• [Required work]
Extract, from the records beneath this instruction, each line that contains the word "direction".

____ Data in this exercise

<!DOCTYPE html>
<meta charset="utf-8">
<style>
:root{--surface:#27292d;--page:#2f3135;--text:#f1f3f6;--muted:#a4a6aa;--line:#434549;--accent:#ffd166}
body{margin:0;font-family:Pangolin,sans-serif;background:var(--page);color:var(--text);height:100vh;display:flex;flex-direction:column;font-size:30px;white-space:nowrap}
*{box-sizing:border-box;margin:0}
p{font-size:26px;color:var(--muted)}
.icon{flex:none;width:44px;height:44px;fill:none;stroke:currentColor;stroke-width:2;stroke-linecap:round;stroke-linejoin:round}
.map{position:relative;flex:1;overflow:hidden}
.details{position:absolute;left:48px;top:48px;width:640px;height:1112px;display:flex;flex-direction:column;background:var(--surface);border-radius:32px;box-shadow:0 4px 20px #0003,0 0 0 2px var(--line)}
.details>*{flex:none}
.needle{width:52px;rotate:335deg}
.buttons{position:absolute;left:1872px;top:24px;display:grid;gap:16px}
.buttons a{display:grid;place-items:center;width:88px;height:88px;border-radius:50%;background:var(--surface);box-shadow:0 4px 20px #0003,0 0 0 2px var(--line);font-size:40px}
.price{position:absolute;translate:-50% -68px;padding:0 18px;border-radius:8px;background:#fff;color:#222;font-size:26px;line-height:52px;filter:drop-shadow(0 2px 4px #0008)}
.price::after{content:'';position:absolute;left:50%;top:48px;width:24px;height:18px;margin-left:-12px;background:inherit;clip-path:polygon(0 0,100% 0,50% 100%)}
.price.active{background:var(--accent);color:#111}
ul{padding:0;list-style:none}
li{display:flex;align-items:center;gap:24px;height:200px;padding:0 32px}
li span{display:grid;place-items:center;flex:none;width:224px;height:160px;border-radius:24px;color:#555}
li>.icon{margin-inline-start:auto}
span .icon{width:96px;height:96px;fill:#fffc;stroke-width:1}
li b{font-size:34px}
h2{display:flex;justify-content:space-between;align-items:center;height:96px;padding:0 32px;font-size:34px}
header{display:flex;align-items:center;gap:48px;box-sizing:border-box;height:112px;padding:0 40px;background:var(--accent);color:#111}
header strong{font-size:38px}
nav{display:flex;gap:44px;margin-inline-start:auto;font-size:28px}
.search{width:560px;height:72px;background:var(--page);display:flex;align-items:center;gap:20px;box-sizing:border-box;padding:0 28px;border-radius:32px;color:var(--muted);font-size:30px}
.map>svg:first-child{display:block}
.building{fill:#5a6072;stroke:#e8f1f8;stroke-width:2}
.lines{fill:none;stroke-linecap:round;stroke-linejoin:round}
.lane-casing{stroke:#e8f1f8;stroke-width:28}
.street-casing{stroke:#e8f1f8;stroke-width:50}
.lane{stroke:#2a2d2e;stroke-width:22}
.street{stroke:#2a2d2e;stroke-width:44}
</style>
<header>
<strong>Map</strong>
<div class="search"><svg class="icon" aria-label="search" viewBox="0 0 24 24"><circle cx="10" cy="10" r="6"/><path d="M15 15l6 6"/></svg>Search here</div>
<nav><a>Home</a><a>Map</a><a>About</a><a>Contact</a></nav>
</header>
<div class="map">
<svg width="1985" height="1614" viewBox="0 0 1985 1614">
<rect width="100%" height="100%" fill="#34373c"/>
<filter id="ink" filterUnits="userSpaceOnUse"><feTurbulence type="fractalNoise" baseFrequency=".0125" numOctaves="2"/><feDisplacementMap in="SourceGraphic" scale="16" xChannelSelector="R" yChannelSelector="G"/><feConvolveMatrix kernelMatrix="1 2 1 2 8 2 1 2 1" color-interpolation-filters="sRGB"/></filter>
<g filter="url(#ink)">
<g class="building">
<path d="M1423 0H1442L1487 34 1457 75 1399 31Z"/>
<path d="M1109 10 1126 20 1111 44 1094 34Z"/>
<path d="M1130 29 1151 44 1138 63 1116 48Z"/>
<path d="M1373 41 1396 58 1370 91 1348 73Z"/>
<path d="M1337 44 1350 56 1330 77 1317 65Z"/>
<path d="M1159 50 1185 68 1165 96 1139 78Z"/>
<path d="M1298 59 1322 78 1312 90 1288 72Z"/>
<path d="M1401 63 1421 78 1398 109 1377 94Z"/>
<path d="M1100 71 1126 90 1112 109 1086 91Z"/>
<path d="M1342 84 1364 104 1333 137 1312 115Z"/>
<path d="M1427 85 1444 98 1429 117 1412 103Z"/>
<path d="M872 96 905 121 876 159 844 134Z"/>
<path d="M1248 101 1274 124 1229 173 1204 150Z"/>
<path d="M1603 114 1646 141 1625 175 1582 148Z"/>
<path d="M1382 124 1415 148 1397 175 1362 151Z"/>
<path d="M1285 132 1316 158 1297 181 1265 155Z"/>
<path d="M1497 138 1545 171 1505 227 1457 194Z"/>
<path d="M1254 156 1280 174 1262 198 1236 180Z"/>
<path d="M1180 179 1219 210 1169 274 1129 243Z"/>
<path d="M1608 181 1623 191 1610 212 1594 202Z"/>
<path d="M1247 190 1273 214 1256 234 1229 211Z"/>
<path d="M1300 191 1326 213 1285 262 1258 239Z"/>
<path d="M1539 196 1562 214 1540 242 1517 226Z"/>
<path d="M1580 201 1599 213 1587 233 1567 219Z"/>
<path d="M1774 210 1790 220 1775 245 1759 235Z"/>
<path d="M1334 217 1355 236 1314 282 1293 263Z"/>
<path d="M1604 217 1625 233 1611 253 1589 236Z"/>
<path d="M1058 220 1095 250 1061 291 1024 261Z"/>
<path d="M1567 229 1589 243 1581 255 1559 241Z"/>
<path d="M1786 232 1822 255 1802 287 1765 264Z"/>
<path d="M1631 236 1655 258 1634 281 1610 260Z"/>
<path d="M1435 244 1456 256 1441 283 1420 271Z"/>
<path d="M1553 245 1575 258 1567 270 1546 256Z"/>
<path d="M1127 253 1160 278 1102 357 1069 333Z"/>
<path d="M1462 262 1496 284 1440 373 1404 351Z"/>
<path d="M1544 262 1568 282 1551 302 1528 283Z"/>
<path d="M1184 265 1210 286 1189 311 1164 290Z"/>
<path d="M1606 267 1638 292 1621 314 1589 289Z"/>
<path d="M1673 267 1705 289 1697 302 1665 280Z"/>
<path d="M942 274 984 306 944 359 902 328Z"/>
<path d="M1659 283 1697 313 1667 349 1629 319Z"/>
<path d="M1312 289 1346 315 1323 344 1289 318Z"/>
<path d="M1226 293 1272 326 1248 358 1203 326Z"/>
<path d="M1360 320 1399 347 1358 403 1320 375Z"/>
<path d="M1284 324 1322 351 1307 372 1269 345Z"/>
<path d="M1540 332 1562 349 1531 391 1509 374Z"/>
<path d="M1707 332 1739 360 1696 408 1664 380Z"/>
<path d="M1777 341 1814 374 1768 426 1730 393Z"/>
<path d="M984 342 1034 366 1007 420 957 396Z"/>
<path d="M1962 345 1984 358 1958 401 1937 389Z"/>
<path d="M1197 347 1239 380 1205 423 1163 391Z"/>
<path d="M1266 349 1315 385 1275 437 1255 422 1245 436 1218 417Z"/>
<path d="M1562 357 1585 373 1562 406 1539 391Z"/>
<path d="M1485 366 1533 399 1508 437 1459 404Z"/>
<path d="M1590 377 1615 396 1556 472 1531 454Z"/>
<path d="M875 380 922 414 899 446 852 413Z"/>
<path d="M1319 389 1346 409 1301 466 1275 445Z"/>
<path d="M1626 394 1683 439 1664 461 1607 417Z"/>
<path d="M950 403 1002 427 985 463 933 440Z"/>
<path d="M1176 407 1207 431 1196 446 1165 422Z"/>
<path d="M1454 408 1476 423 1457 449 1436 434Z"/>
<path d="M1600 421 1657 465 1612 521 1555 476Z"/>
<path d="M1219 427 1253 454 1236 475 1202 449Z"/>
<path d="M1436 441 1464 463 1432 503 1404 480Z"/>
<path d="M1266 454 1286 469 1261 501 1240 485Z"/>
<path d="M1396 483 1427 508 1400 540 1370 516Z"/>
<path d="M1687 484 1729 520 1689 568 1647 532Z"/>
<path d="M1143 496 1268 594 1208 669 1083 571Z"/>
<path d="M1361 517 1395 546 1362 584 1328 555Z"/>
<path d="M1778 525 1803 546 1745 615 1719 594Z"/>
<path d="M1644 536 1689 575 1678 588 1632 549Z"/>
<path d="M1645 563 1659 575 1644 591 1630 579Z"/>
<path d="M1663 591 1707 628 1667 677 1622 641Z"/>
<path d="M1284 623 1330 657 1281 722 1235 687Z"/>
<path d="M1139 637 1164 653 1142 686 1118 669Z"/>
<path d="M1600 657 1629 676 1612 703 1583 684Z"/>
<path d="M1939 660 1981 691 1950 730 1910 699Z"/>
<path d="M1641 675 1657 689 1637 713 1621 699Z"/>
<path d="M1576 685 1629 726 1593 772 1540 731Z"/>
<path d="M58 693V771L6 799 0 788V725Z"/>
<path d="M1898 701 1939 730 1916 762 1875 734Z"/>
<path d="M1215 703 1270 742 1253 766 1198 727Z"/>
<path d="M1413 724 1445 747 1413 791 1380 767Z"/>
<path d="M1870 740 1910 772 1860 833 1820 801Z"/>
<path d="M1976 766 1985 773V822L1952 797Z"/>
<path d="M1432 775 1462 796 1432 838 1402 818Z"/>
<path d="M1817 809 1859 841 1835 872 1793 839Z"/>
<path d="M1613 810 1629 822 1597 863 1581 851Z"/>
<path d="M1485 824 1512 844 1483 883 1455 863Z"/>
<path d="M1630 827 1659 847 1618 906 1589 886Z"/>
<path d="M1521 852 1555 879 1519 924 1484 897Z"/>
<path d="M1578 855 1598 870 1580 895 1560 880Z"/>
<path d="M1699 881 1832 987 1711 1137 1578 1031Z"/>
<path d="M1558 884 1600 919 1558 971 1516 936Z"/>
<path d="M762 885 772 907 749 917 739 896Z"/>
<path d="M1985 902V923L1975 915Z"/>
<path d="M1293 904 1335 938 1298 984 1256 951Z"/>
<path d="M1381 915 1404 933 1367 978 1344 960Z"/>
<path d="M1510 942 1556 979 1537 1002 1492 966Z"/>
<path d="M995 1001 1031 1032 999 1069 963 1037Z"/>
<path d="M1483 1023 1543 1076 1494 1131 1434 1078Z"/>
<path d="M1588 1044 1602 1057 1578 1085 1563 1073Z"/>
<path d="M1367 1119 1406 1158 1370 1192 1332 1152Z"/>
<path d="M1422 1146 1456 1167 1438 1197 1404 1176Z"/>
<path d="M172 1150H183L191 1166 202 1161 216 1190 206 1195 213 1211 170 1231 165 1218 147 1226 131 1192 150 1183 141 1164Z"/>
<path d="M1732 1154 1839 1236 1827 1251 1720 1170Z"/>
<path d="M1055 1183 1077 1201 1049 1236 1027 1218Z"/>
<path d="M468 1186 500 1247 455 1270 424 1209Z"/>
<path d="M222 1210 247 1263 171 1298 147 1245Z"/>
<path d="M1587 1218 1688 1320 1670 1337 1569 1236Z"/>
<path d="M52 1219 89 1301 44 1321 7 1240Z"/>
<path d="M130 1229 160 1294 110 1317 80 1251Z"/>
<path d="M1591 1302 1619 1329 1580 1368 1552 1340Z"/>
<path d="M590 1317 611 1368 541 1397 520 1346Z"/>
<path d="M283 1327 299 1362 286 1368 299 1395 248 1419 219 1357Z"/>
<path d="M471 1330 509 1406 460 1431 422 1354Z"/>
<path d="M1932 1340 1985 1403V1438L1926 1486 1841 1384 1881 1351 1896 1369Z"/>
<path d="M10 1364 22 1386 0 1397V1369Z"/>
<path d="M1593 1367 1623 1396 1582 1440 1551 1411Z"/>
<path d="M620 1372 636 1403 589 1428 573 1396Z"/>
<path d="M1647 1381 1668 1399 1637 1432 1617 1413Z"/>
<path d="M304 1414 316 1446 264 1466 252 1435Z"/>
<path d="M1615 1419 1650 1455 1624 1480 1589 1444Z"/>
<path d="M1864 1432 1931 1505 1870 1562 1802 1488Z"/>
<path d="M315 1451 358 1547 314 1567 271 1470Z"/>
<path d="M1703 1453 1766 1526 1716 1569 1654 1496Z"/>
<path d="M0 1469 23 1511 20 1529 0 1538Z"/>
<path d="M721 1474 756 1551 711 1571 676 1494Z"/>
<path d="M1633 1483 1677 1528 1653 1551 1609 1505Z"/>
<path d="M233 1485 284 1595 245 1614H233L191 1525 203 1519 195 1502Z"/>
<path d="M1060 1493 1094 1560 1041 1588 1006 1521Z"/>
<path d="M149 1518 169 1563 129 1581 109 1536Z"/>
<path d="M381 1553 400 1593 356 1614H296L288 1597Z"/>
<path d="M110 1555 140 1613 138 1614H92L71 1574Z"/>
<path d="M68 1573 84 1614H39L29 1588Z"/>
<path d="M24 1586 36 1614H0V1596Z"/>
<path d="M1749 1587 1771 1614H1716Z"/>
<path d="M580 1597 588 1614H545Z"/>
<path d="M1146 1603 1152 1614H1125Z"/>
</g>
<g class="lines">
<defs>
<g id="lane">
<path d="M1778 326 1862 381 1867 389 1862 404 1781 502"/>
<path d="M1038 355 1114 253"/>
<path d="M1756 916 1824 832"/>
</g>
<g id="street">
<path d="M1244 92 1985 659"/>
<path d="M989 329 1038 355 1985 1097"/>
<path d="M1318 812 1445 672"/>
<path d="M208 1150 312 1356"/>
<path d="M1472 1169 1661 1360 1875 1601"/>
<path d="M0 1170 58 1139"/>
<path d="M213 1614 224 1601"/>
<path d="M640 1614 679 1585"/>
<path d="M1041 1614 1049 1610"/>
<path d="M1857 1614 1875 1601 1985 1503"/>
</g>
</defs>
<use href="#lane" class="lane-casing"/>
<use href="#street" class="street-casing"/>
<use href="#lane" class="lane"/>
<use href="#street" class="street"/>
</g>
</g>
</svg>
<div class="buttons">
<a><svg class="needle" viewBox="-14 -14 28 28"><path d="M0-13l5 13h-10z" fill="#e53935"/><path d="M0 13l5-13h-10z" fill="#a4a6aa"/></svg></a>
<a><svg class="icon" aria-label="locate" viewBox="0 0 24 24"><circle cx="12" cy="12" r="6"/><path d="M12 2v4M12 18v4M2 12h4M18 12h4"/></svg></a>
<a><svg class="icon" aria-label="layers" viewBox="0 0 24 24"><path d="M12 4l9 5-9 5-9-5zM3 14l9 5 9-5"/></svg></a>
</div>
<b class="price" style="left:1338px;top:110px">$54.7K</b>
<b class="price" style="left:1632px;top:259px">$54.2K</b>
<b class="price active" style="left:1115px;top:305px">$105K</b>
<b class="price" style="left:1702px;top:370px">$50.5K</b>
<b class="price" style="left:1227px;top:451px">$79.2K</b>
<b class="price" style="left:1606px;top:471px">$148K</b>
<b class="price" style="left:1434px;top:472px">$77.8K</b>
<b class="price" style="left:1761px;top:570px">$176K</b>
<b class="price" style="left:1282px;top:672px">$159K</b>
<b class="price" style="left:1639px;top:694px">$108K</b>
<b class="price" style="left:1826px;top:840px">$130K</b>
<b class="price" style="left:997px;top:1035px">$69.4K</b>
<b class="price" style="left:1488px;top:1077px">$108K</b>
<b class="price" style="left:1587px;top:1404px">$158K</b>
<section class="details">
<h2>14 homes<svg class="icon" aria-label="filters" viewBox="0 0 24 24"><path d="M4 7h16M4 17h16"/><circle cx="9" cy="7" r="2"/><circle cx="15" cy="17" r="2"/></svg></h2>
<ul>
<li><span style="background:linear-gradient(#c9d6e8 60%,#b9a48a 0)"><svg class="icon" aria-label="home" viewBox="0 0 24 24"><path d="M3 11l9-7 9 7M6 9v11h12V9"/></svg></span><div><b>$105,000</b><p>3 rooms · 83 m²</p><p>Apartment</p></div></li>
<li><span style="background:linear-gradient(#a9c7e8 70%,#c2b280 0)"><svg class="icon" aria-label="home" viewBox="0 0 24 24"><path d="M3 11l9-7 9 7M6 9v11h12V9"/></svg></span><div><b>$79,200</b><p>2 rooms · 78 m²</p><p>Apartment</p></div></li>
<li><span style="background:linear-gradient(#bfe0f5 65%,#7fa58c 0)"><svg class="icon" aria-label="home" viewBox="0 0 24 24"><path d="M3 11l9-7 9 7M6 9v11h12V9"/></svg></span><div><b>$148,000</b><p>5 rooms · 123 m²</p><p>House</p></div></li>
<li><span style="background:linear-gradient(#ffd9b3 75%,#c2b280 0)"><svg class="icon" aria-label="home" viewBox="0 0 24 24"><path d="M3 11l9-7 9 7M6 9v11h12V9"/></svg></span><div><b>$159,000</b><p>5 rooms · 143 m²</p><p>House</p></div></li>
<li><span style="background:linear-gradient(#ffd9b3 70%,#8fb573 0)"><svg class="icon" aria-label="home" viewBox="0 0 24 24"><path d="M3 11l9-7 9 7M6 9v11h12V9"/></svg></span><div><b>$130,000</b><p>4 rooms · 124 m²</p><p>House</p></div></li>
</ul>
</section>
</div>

________

• [Exercise result]
body{margin:0;font-family:Pangolin,sans-serif;background:var(--page);color:var(--text);height:100vh;display:flex;flex-direction:column;font-size:30px;white-space:nowrap}
.details{position:absolute;left:48px;top:48px;width:640px;height:1112px;display:flex;flex-direction:column;background:var(--surface);border-radius:32px;box-shadow:0 4px 20px #0003,0 0 0 2px var(--line)}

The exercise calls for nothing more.